FREDDY ESPADAS SOSA (*)

Durante las últimas administraciones estatales se ha estado vendiendo la idea de que en Yucatán “no pasa nada”, que los índices de seguridad son muy elevados en relación con el resto del país y que, por tanto, es el lugar más tranquilo para vivir.

Adicionalmente, esta imagen se ha visto fortalecida cuando diversas instancias calificadoras de tipo comercial señalaron en su momento que el exgobernador Rolando Zapata Bello era el mejor evaluado del país, calificación de la que también ha disfrutado el actual jefe del Ejecutivo estatal, Mauricio Vila Dosal.

Con el paso del tiempo la realidad que vive nuestra entidad y el afortunado activismo de varios organismos de la sociedad civil han venido demostrando que aquella imagen idílica es poco menos que una falacia mitificada, convenientemente manejada por los grupos gobernantes en turno.

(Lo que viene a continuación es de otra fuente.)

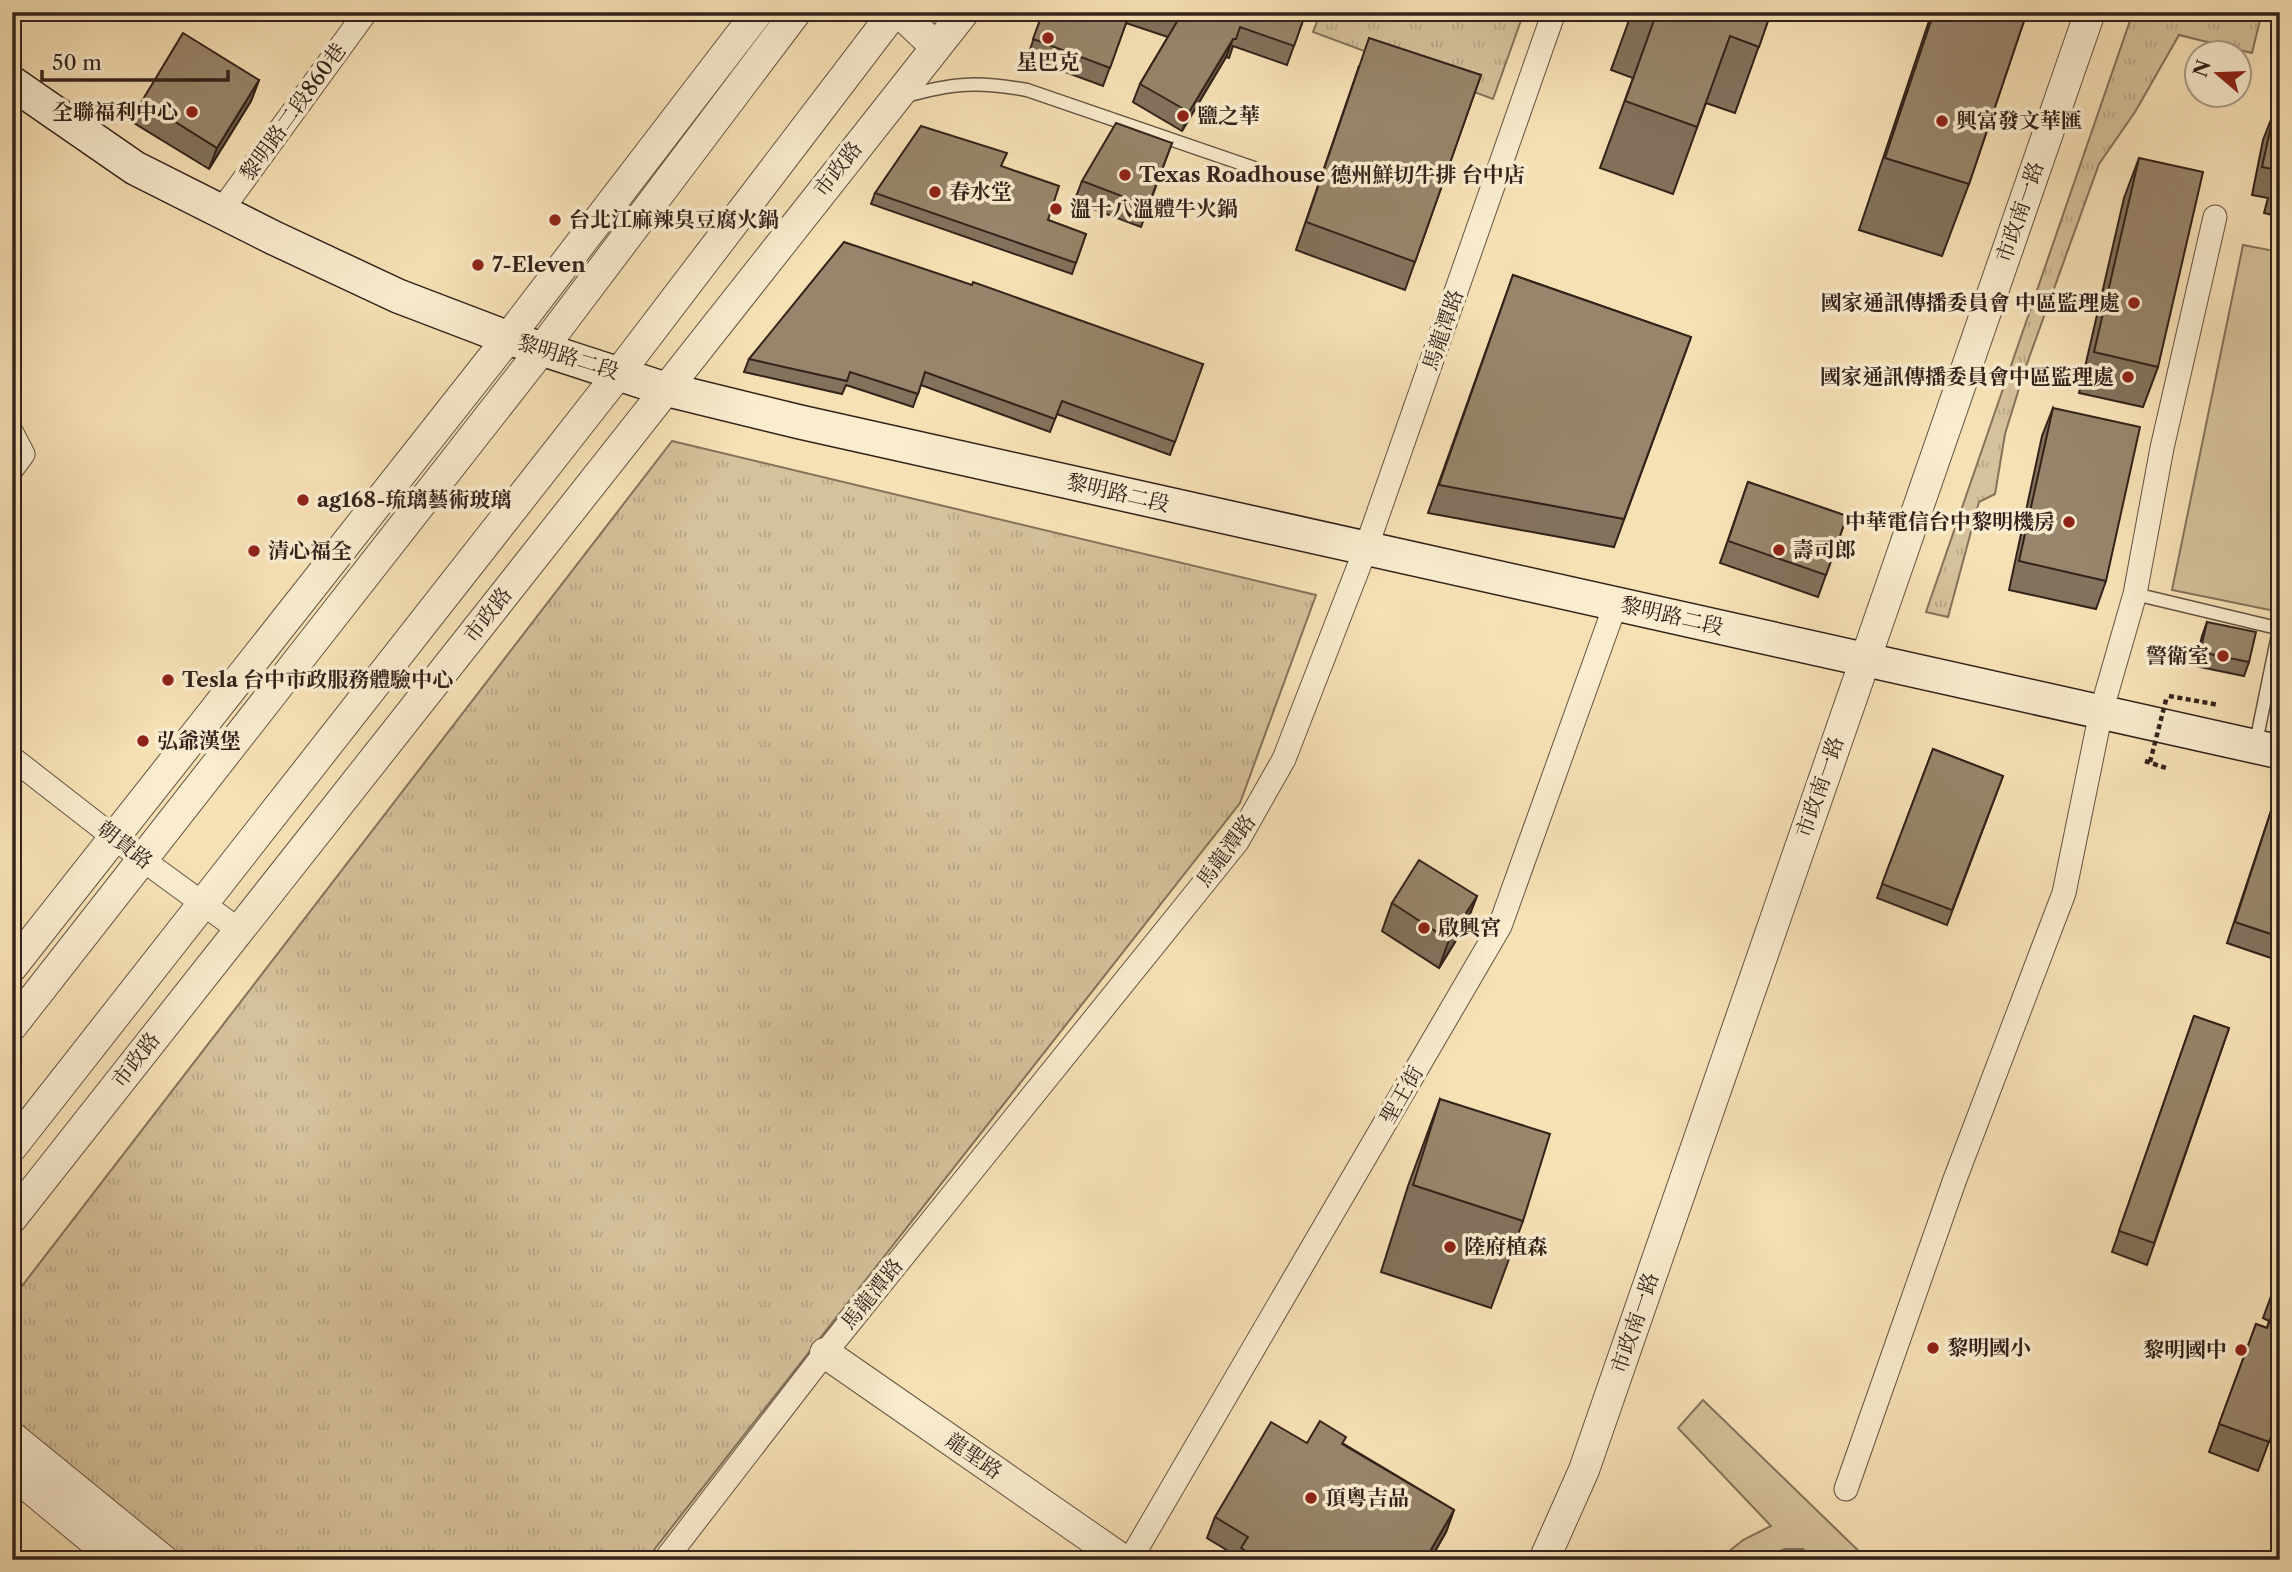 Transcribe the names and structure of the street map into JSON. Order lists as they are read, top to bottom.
{
  "streets": {
    "main road": ["黎明路二段"],
    "street": [
      "黎明路二段860巷",
      "市政路",
      "市政南一路",
      "馬龍潭路",
      "朝貴路",
      "聖王街",
      "龍聖路"
    ]
  },
  "crossings": [
    ["黎明路二段860巷", "黎明路二段"],
    ["市政路", "黎明路二段"],
    ["市政路", "朝貴路"],
    ["市政南一路", "黎明路二段"],
    ["馬龍潭路", "黎明路二段"],
    ["馬龍潭路", "龍聖路"],
    ["黎明路二段", "聖王街"]
  ],
  "places": [
    "星巴克",
    "全聯福利中心",
    "鹽之華",
    "興富發文華匯",
    "Texas Roadhouse 德州鮮切牛排 台中店",
    "春水堂",
    "溫十八溫體牛火鍋",
    "台北江麻辣臭豆腐火鍋",
    "7-Eleven",
    "國家通訊傳播委員會 中區監理處",
    "國家通訊傳播委員會中區監理處",
    "ag168-琉璃藝術玻璃",
    "中華電信台中黎明機房",
    "壽司郎",
    "清心福全",
    "警衛室",
    "Tesla 台中市政服務體驗中心",
    "弘爺漢堡",
    "啟興宮",
    "陸府植森",
    "黎明國小",
    "黎明國中",
    "頂粵吉品"
  ],
  "scale_bar": "50 m",
  "north": "left"
} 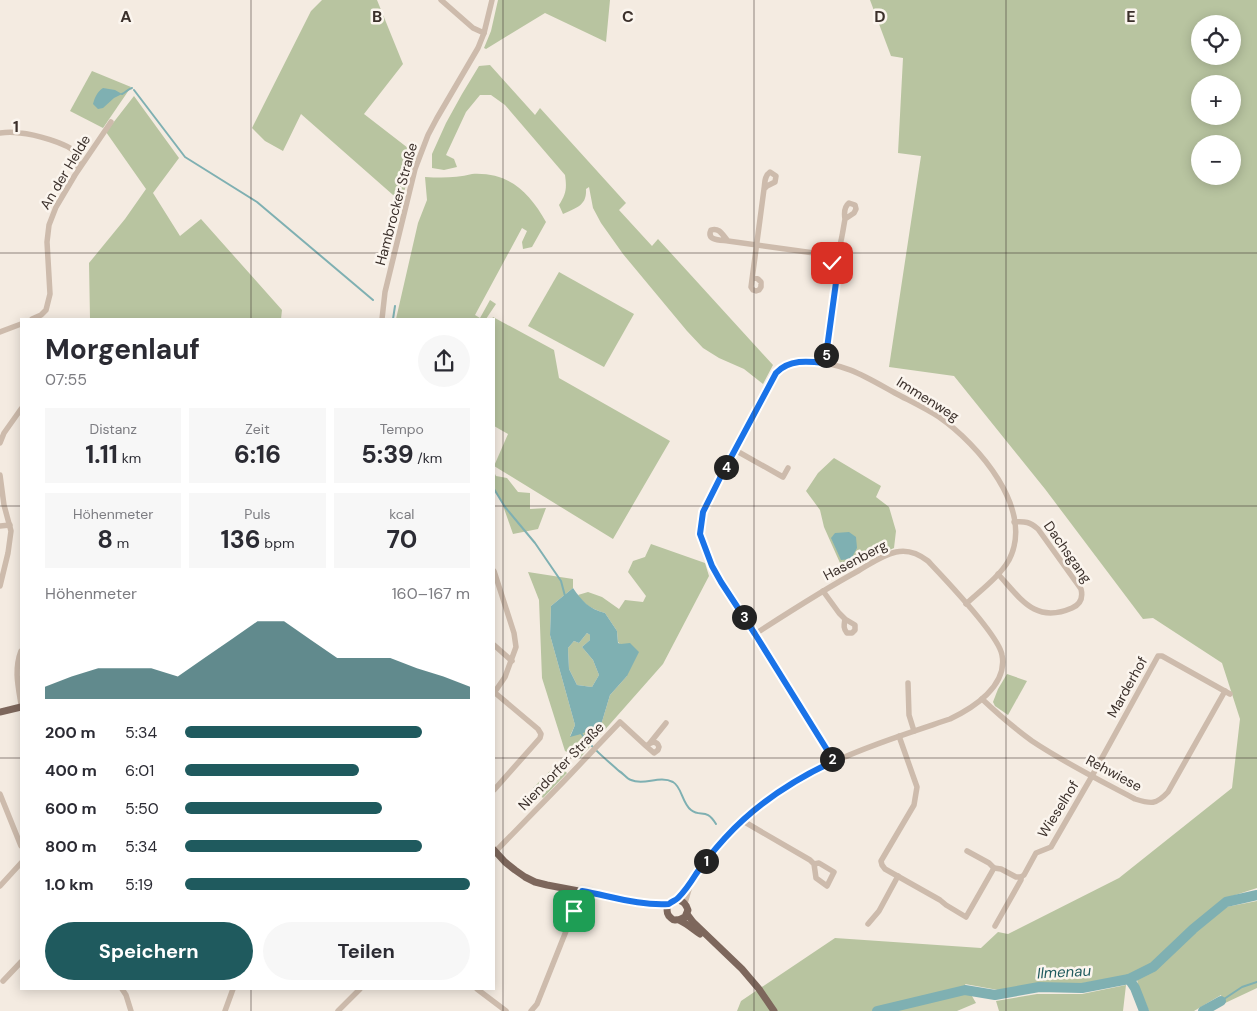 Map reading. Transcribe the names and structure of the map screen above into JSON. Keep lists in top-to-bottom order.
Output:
{
  "streets": {
    "street": [
      "An der Helde",
      "Hambrocker Straße",
      "Immenweg",
      "Dachsgang",
      "Hasenberg",
      "Marderhof",
      "Niendorfer Straße",
      "Rehwiese",
      "Wieselhof"
    ]
  },
  "crossings": [
    ["Immenweg", "Dachsgang"],
    ["Immenweg", "Hasenberg"],
    ["Hasenberg", "Rehwiese"],
    ["Marderhof", "Rehwiese"],
    ["Marderhof", "Wieselhof"],
    ["Rehwiese", "Wieselhof"]
  ],
  "water": ["Ilmenau"],
  "page": {
    "map_buttons": ["+", "−"],
    "heading": ["Morgenlauf", "07:55"],
    "pins": [
      "5",
      "4",
      "3",
      "2",
      "1"
    ],
    "stats": [
      ["Distanz", "1.11 km"],
      ["Zeit", "6:16"],
      ["Tempo", "5:39 /km"],
      ["Höhenmeter", "8 m"],
      ["Puls", "136 bpm"],
      ["kcal", "70"]
    ],
    "chart": ["Höhenmeter", "160–167 m"],
    "list": [
      {
        "name": "200 m",
        "note": "5:34"
      },
      {
        "name": "400 m",
        "note": "6:01"
      },
      {
        "name": "600 m",
        "note": "5:50"
      },
      {
        "name": "800 m",
        "note": "5:34"
      },
      {
        "name": "1.0 km",
        "note": "5:19"
      }
    ],
    "buttons": ["Speichern", "Teilen"]
  },
  "grid": {
    "columns": [
      "A",
      "B",
      "C",
      "D",
      "E"
    ],
    "rows": ["1"]
  }
}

A raíz de los graves acontecimientos que se han dado en Yucatán en los últimos meses y días, a los que nos referiremos enseguida, más nos vale como sociedad y como gobierno atenderlos con prontitud y eficacia, so pena de que se siga deteriorando el tejido social y se ponga en serio peligro nuestra convivencia comunitaria.

Pues bien, en los temas lacerantes referidos a la violencia doméstica, los feminicidios y los abusos sexuales contra menores, la activista social Adelaida Salas Salazar, coordinadora de “Ni Una Más, A.C.”, ha señalado que diversas organizaciones defensoras de las mujeres solicitarán de nuevo la emisión de la alerta por violencia de género para Yucatán, sobre todo ante los recientes asesinatos de mujeres cometidos en Umán y Celestún en mayo pasado.

La maestra Salas Salazar abunda sobre la crítica situación que estamos viviendo, al señalar con énfasis que “aquí en el estado tenemos el tipo de violencia que pasa en casa, el que no se denuncia, el que no se ve y está callado, esas violaciones a las niñas pequeñas, los abusos sexuales que los diputados aún no legislan para que sea un delito grave” (D. Y., 5 de junio, Local, P. 7).

Sobre este mismo problema, es triste señalar que, desafortunadamente, la Uady se ha colocado en el ojo del huracán al denunciarse recientemente varios casos de acoso sexual a las alumnas de diversos planteles por algunos de sus profesores.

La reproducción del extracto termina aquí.